#### [Exercise prompt]
Report every line of the records below that includes the string "Agogo".
+++ Information shown
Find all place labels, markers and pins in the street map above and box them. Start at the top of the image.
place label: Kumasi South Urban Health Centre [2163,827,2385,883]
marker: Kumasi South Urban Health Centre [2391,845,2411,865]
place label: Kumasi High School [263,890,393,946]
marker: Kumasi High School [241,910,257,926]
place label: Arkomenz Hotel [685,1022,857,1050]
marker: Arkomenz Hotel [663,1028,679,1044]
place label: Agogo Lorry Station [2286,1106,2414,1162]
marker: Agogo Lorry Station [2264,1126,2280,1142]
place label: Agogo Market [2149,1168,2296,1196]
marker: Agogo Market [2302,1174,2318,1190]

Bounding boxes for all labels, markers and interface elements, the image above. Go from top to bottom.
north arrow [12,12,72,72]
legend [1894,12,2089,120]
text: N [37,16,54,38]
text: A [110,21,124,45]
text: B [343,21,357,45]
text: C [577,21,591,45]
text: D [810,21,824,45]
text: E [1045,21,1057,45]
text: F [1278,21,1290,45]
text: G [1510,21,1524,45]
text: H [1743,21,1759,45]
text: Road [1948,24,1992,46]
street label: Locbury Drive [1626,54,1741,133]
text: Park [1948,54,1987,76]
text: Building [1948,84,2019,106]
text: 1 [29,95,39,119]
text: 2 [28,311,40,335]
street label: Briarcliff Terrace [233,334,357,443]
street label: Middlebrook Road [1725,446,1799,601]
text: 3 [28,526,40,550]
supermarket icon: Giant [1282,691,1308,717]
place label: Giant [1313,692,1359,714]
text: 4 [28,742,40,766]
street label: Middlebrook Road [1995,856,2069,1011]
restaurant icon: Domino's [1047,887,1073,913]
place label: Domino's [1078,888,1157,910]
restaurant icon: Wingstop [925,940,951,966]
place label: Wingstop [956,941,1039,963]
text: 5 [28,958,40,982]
++++++
#### [Exercise output]
place label: Agogo Lorry Station [2286,1106,2414,1162]
marker: Agogo Lorry Station [2264,1126,2280,1142]
place label: Agogo Market [2149,1168,2296,1196]
marker: Agogo Market [2302,1174,2318,1190]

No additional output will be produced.